### Recorded data
[Start of section]

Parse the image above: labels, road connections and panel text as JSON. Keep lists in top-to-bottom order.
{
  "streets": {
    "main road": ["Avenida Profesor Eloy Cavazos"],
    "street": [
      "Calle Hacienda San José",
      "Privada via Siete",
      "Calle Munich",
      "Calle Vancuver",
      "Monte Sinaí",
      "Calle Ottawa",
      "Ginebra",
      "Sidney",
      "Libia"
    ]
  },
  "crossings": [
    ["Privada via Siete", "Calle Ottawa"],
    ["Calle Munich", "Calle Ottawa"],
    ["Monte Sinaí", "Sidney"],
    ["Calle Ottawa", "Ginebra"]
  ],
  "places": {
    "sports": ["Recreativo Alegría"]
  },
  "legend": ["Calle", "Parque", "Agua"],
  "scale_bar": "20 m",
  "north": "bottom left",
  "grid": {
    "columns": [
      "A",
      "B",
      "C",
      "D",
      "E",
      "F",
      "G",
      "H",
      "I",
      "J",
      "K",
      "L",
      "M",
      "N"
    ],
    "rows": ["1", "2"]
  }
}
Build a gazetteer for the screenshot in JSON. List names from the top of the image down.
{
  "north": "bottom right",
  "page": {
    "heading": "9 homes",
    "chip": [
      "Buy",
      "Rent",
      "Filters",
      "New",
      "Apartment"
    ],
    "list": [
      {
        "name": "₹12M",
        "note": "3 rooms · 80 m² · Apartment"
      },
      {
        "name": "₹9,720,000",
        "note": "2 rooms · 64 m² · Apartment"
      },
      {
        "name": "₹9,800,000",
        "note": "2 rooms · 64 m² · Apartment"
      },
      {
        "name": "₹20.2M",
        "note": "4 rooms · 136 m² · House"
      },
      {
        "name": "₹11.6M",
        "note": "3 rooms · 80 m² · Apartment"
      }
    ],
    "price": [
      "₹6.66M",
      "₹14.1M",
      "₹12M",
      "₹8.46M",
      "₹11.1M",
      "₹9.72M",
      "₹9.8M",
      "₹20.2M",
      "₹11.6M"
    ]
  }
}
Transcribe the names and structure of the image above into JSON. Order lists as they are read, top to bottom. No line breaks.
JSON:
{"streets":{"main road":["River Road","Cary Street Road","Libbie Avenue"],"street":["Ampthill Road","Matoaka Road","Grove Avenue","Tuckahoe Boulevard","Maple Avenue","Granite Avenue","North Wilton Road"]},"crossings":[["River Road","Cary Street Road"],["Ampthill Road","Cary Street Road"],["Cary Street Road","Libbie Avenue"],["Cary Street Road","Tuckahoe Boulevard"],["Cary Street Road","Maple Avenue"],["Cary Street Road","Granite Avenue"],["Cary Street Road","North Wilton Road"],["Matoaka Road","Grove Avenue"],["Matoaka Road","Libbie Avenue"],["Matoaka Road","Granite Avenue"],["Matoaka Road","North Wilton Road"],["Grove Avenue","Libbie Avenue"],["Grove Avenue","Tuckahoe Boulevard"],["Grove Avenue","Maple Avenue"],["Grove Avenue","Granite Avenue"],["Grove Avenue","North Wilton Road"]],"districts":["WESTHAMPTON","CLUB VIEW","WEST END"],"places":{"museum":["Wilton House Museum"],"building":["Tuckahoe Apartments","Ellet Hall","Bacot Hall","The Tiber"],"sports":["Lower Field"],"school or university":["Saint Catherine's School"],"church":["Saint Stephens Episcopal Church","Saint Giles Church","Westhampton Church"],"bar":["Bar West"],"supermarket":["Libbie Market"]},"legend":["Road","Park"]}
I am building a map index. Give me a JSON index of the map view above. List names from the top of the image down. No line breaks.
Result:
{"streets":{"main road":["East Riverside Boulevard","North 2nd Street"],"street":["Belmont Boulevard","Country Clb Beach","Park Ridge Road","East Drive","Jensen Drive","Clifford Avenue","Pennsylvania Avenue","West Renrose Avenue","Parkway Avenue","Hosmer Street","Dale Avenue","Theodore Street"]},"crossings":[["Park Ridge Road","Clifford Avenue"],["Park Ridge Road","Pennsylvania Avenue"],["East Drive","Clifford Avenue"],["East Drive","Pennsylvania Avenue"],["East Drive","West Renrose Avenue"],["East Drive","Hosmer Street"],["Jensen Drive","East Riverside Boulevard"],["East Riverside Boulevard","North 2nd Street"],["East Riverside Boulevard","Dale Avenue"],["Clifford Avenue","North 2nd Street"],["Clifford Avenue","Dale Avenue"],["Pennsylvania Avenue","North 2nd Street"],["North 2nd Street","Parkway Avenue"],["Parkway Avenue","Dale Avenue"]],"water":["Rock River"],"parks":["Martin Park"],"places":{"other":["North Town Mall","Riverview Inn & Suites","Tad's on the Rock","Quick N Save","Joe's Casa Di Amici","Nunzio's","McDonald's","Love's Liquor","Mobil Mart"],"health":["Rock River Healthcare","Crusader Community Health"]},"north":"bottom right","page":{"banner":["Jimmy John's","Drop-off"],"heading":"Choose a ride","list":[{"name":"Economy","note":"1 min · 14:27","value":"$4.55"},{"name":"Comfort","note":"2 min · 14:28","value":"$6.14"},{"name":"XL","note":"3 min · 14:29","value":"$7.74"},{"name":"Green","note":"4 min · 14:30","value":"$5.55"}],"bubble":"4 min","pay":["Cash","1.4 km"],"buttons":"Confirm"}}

[End of section]

### EXERCISE AIM
All lines of the records above with the word "Calle" in them are to be copied.

### SOLUTION TO THIS PROBLEM
      "Calle Hacienda San José",
      "Calle Munich",
      "Calle Vancuver",
      "Calle Ottawa",
    ["Privada via Siete", "Calle Ottawa"],
    ["Calle Munich", "Calle Ottawa"],
    ["Calle Ottawa", "Ginebra"]
  "legend": ["Calle", "Parque", "Agua"],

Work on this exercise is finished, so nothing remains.